Releasing on Steam and Xbox - Questions...
If you are releasing on both Steam and Xbox do you have two separate code bases (i.e. one for Steam and one for Xbox) with the specific platform features in it or is it worth trying to have flags that set what features are available and use only one code base.
The other option I am looking at is a generic node where I want to unlock achievements and stuff in my my master branch and then a xbox and steam branch that is created from those where I then put the specific Steam or Xbox nodes in.
Are either of these viable options or is there another way to do this?
The other option I am looking at is a generic node where I want to unlock achievements and stuff in my my master branch and then a xbox and steam branch that is created from those where I then put the specific Steam or Xbox nodes in.
Are either of these viable options or is there another way to do this?
Comments
You can then either:
1) Wrap those classes in platform specific defines (#if UNITY_XBOX) or
2) You can use Unity's Assembly Definition files to keep certain code in different assemblies (libraries) and specify which libraries will be included for which platform.

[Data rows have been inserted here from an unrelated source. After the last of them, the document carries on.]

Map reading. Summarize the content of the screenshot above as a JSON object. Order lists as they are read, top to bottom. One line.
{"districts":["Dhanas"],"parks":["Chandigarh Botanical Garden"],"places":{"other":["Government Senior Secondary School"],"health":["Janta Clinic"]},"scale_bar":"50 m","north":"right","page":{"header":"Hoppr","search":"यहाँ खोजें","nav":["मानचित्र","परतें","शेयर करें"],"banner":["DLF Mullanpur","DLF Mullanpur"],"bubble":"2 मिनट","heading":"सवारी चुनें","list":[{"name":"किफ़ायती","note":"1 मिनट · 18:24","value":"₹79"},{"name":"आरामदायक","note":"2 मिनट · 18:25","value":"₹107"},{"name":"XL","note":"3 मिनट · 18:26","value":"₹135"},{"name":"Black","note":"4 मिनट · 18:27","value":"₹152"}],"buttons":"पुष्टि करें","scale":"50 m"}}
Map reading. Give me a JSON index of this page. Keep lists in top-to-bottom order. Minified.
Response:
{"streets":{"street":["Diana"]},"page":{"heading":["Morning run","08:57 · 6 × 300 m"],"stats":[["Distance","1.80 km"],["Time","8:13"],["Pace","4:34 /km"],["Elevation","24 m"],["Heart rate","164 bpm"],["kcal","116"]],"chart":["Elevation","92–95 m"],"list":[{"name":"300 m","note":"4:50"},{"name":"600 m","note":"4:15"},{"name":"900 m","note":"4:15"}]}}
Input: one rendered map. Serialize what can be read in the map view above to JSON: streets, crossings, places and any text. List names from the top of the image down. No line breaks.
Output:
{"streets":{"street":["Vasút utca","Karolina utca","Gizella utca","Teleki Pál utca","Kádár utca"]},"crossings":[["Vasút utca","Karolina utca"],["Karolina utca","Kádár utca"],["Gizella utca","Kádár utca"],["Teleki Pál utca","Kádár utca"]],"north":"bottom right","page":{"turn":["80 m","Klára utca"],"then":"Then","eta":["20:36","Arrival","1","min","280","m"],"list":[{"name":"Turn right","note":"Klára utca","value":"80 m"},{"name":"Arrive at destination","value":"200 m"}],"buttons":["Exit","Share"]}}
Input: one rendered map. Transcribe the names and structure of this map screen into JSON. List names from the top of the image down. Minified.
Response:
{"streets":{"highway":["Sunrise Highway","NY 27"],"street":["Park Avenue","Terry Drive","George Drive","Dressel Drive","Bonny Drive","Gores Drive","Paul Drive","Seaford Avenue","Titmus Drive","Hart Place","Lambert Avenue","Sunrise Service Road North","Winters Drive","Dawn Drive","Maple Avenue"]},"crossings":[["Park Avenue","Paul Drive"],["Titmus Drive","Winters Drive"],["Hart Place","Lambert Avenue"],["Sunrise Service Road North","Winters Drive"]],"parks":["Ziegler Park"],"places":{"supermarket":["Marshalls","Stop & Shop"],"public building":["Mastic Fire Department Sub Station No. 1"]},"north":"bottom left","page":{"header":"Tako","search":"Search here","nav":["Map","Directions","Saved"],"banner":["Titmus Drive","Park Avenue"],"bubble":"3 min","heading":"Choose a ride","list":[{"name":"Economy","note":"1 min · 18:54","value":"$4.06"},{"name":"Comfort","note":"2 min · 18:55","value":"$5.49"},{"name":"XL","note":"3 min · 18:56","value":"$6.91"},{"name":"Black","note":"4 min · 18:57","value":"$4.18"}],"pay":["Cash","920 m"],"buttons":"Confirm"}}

I prefer the latter, but I understand how some may find the former to be simpler.
You then need to tell your code on application startup which class should be associated with the interface. Basically telling your code that when something looks for an IAchievementUnlocker, it specifically wants an XboxAchievementUnlocker. You could try and do this "manually" with something you roll yourself, but IOC is perfect for this, and TinyIOC is a really nice lightweight and easy to use library for the purpose. https://github.com/grumpydev/TinyIoC
You may be tempted to just use #if guards to put the code for different platforms in the same methods in one class, but again this is something that will make maintenance really nasty as your project progresses. As a general rule, try to keep the wiring up for a particular platform as centralised as possible, so you don't need to make changes in a dozen places to switch platforms for building and testing.
Thanks ... I will now focus on making sure I keep these principles in mind while working on Hyper Drift.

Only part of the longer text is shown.